# [About this task]
Answer with only the number of lines below where "rows" appears.
----- Listed entries -----
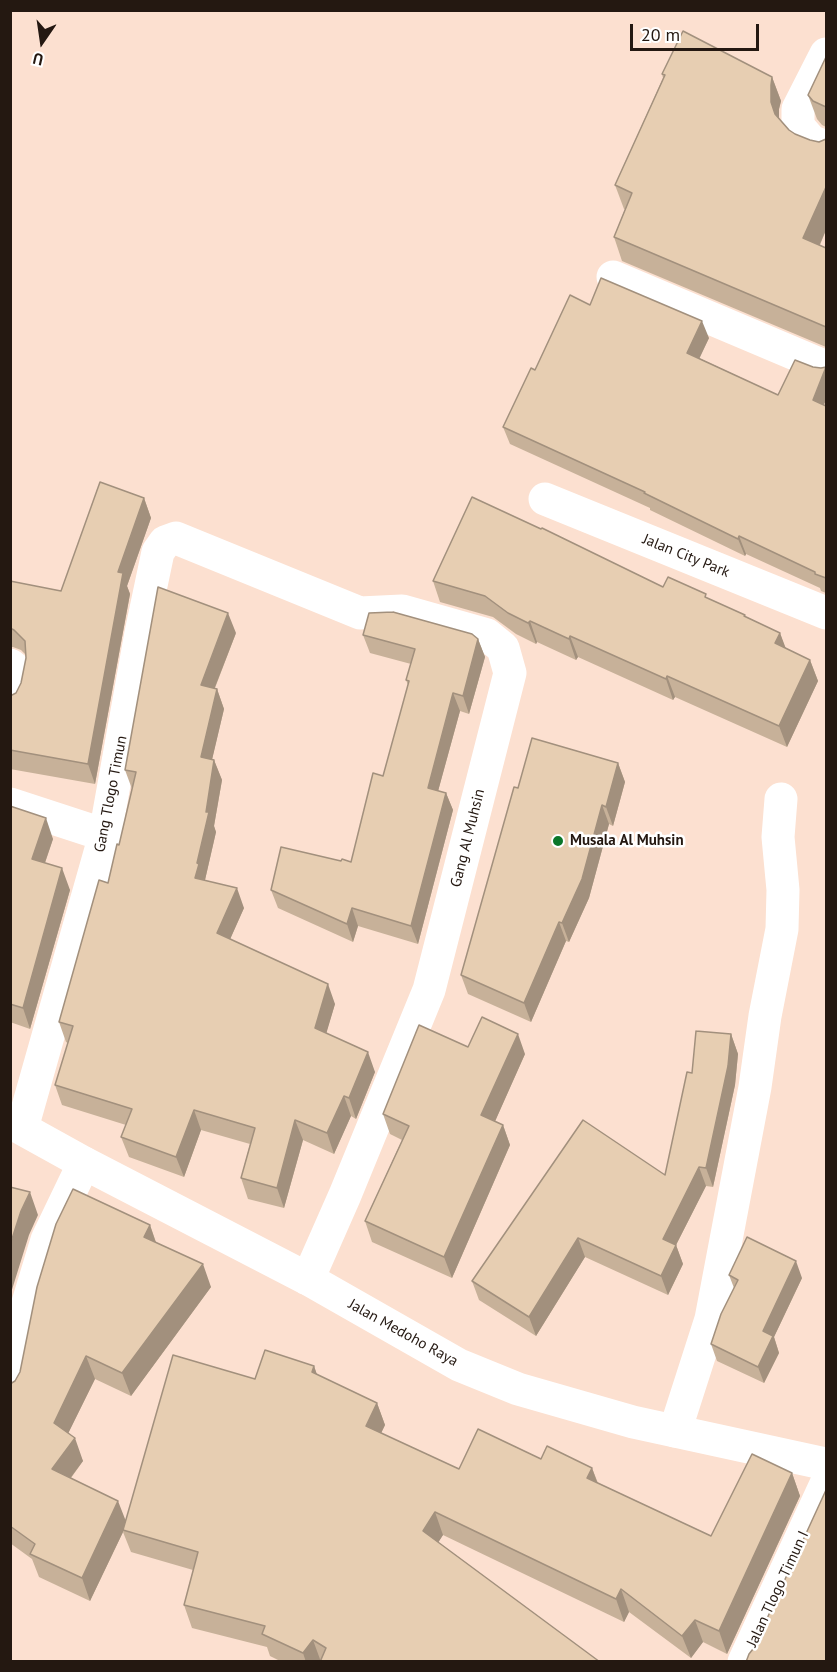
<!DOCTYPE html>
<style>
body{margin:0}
#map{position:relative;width:837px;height:1672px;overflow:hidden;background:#fce0d0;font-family:"PT Sans",sans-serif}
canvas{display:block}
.frame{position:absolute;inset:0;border:12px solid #241811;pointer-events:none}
.north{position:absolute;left:12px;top:12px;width:60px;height:60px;-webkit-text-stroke:4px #fff;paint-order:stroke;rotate:193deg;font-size:16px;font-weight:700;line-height:24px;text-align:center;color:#241811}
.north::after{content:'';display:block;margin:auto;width:21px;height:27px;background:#241811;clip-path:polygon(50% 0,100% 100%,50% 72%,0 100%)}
.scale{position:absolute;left:630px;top:24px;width:129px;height:27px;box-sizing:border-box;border:3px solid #241811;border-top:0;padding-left:8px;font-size:18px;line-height:21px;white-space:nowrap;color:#241811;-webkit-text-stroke:4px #fff;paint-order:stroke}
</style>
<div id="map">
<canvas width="837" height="1672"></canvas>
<div class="frame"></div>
<div class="north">U</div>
<div class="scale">20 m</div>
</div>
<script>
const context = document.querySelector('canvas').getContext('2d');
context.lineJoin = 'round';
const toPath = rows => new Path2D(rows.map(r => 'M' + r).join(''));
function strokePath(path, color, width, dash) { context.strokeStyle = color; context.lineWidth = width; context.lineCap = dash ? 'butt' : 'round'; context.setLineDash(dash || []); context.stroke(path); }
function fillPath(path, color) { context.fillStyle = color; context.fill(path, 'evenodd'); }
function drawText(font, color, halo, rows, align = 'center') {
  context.font = font + ' "PT Sans",sans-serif'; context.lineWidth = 5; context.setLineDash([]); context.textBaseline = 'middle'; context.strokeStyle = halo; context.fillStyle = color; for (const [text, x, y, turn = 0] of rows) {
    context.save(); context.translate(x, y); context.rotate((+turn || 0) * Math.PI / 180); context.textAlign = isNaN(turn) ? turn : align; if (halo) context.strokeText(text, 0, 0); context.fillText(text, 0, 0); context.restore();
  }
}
const minor = toPath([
 [826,54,798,109,798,126,811,141,826,147],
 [613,277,826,367],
 [545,499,826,613],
 [10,665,15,669,15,675,10,700],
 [10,804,105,835],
 [22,1128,105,835,141,633,158,552,165,542,176,538,360,613,402,611,487,635,503,648,510,673,429,990,345,1195,308,1279],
 [10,1391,27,1306,47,1240,84,1163],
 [675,1431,711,1319,755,1087,765,1016,782,929,783,890,778,837,781,799],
 [744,1662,826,1484]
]);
const tertiary = toPath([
 [10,1122,84,1163,308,1279,459,1365,518,1389,633,1422,826,1464]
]);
const wall = toPath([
 [826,57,826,127,822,125,817,119,808,95],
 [662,74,772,77,781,101,779,109,779,119,789,130,795,134,810,140,819,142,826,139,826,230,820,245,826,248,826,347,622,261,614,237,625,209,624,209,615,185,663,78],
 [590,305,709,338,699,358,778,395,826,406,826,593,821,591,820,588,746,554,745,556,650,510,650,508,510,444,503,427,535,370],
 [144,498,151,518,127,586,130,594,95,784,10,769,10,696,16,693,21,683,26,658,26,655,21,650,13,647,10,647,10,581,61,591],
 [433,581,663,587,707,598,780,633,785,648,810,660,818,681,787,747,675,697,673,700,578,657,576,660,537,642,536,644,516,634,493,617,440,602],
 [236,633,215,688,217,689,224,709,212,759,214,760,222,780,214,826,216,832,205,880,244,908,230,939,335,1004,326,1033,375,1072,356,1119,351,1116,334,1154,303,1140,284,1208,248,1199,241,1178,250,1144,201,1130,184,1177,129,1157,121,1137,126,1125,62,1105,55,1085,68,1043,66,1042,59,1022,108,883,119,845,132,789,125,770],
 [363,635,478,639,485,657,469,714,460,711,438,791,446,793,453,810,418,944,358,926,353,942,278,908,271,890,341,861,351,862,383,776,408,685,406,680,411,664,370,653],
 [618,763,625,782,613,826,609,824,589,898,569,942,566,941,531,1022,468,994,461,975,518,788],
 [10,806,53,839,45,863,70,890,30,1029,10,1022],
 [731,1034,738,1054,735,1085,713,1187,706,1186,676,1245,683,1264,668,1295,585,1257,536,1336,479,1300,472,1281,665,1175,692,1073],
 [468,1047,525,1054,495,1121,503,1125,510,1145,452,1278,372,1242,365,1221,402,1140,390,1134,383,1114],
 [150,1225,156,1242,211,1287,131,1396,95,1379,68,1433,83,1461,71,1478,125,1520,255,1379,314,1366,317,1375,377,1403,385,1425,381,1433,459,1469,541,1459,592,1468,598,1483,711,1536,792,1473,800,1496,727,1654,703,1642,691,1658,629,1612,624,1622,443,1535,438,1542,600,1662,282,1662,270,1656,267,1647,192,1628,184,1605,193,1570,131,1552,123,1532,90,1601,39,1577,32,1559,10,1543,10,1384,15,1381],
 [729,1275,802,1278,774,1337,779,1353,764,1383,717,1361,711,1344,734,1288]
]);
const shadedWall = toPath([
 [772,77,781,101,779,109,779,126,771,102,771,85],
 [826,187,826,230,812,262,803,238],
 [702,321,709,338,694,370,687,353],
 [826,367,826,400,819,417,813,400],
 [144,498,151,518,127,586,130,594,95,784,88,764,118,572],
 [739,536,746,554,745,556,738,539],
 [228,613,236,633,208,705,201,685],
 [530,621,537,642,536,644,528,623],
 [780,633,788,654,775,643],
 [570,636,578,657,576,660,569,639],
 [478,639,485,657,469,714,463,696],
 [810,660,818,681,787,747,779,726],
 [667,676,675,697,673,700,666,679],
 [217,689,224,709,208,777,201,757],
 [453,693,460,711,434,806,428,788],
 [214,760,222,780,214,826,216,832,205,880,195,878,197,863],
 [618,763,625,782,613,826,606,807],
 [446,793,453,810,418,944,411,926],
 [602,805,609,824,589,898,569,942,562,923],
 [46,818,53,839,39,880,32,859],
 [62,868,70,890,30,1029,23,1008],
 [237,888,244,908,224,953,217,933],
 [352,908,358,926,353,942,347,924],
 [559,922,566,941,531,1022,524,1003],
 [328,984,335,1004,322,1048,315,1028],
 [518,1034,525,1054,489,1135,481,1115],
 [731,1034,738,1054,735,1085,713,1187,706,1168],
 [368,1052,375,1072,356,1119,349,1098],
 [344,1096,351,1116,334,1154,327,1133],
 [194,1110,201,1130,184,1177,176,1157],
 [295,1120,303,1140,284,1208,277,1188],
 [503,1125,510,1145,452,1278,444,1257],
 [699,1167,706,1186,676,1245,683,1264,668,1295,661,1276,663,1239],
 [30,1192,38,1215,29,1235,10,1296,10,1245,21,1211],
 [150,1225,158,1249,144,1237],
 [578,1238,585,1257,536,1336,529,1317],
 [796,1261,802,1278,774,1337,779,1353,764,1383,758,1367,763,1331],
 [203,1264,211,1287,131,1396,122,1373],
 [86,1356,95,1379,62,1446,54,1423],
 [314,1366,322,1389,312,1372],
 [377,1403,385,1425,374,1448,366,1426],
 [75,1438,83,1461,60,1492,52,1469],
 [592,1468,600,1490,587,1478],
 [792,1473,800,1496,727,1654,719,1631],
 [118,1501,127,1524,123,1530,123,1532,90,1601,82,1578],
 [435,1512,443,1535,431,1554,423,1531],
 [621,1589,629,1612,624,1622,616,1599],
 [695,1620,703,1642,691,1658,682,1636],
 [313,1640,321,1662,306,1662,303,1653]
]);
const building = toPath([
 [683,31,772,77,771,85,771,102,775,114,789,130,795,134,810,140,819,142,826,139,826,187,803,238,826,248,826,327,614,237,632,193,615,185,665,75,662,74,683,31],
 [826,57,826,107,813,101,808,95,826,57],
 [601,278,702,321,687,353,778,395,795,360,813,367,821,368,826,367,813,400,826,406,826,578,815,574,815,572,739,536,738,539,644,493,645,492,503,427,531,368,535,370,570,295,590,305,601,278],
 [100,482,144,498,118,572,123,573,88,764,10,750,10,696,16,693,21,683,26,658,25,641,14,630,10,628,10,581,61,591,100,482],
 [472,497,541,529,542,528,663,587,668,577,706,594,705,597,745,615,744,616,780,633,775,643,810,660,779,726,667,676,666,679,570,636,569,639,530,621,528,623,508,613,485,596,433,581,472,497],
 [158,587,228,613,201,685,217,689,201,757,214,760,206,812,209,812,197,863,199,864,195,878,237,888,217,933,328,984,315,1028,368,1052,349,1098,344,1096,327,1133,295,1120,277,1188,241,1178,255,1128,194,1110,176,1157,121,1137,132,1109,55,1085,73,1026,59,1022,99,880,108,883,117,844,119,845,136,772,125,770,158,587],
 [393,612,472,634,478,639,463,696,453,693,428,788,446,793,411,926,352,908,347,924,271,890,281,847,341,861,342,859,351,862,373,773,383,776,409,681,406,680,415,649,363,635,369,613,393,612],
 [532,738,618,763,606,807,602,805,582,879,562,923,559,922,524,1003,461,975,514,787,518,788,532,738],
 [10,806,46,818,32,859,62,868,23,1008,10,1004,10,806],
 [482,1017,518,1034,481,1115,503,1125,444,1257,365,1221,409,1126,383,1114,419,1025,468,1047,482,1017],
 [696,1031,731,1034,728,1066,706,1168,699,1167,663,1239,676,1245,661,1276,578,1238,529,1317,472,1281,583,1120,665,1175,687,1072,692,1073,696,1031],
 [10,1187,30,1192,21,1211,10,1245,10,1187],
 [73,1189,150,1225,144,1237,203,1264,122,1373,86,1356,54,1423,75,1438,52,1469,118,1501,82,1578,30,1554,35,1544,10,1526,10,1384,15,1381,20,1372,37,1287,56,1224,73,1189],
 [747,1237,796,1261,763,1331,773,1336,758,1367,711,1344,721,1314,738,1280,729,1275,747,1237],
 [265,1350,314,1366,312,1372,377,1403,366,1426,459,1469,478,1429,541,1459,547,1446,592,1468,587,1478,711,1536,752,1454,792,1473,719,1631,695,1620,682,1636,621,1589,616,1599,435,1512,423,1531,600,1662,320,1662,326,1648,313,1640,303,1653,262,1634,265,1626,184,1605,198,1552,123,1530,173,1355,255,1379,265,1350],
 [826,1490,826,1662,746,1662,749,1654,753,1649,826,1490]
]);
const markers = [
 [558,841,6,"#0a7629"]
];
const streetNames = [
 ["Jalan City Park",686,556,22],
 ["Gang Tlogo Timun",111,794,-79],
 ["Gang Al Muhsin",468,838,-76],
 ["Jalan Medoho Raya",403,1333,29],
 ["Jalan Tlogo Timun I",778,1589,-65]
];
const poiNames = [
 ["Musala Al Muhsin",570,841]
];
strokePath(minor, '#fff', 33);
strokePath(tertiary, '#fff', 33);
fillPath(wall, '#c7b199');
fillPath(shadedWall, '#a2907d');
fillPath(building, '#e7ceb2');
strokePath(building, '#a2907d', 1.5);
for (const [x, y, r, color] of markers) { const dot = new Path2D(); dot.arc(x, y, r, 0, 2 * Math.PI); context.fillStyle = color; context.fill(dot); strokePath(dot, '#fff', 2); }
drawText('15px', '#241811', '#fff', streetNames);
drawText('bold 15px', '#241811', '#fff', poiNames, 'left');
</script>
-----
# [Response to this task]
3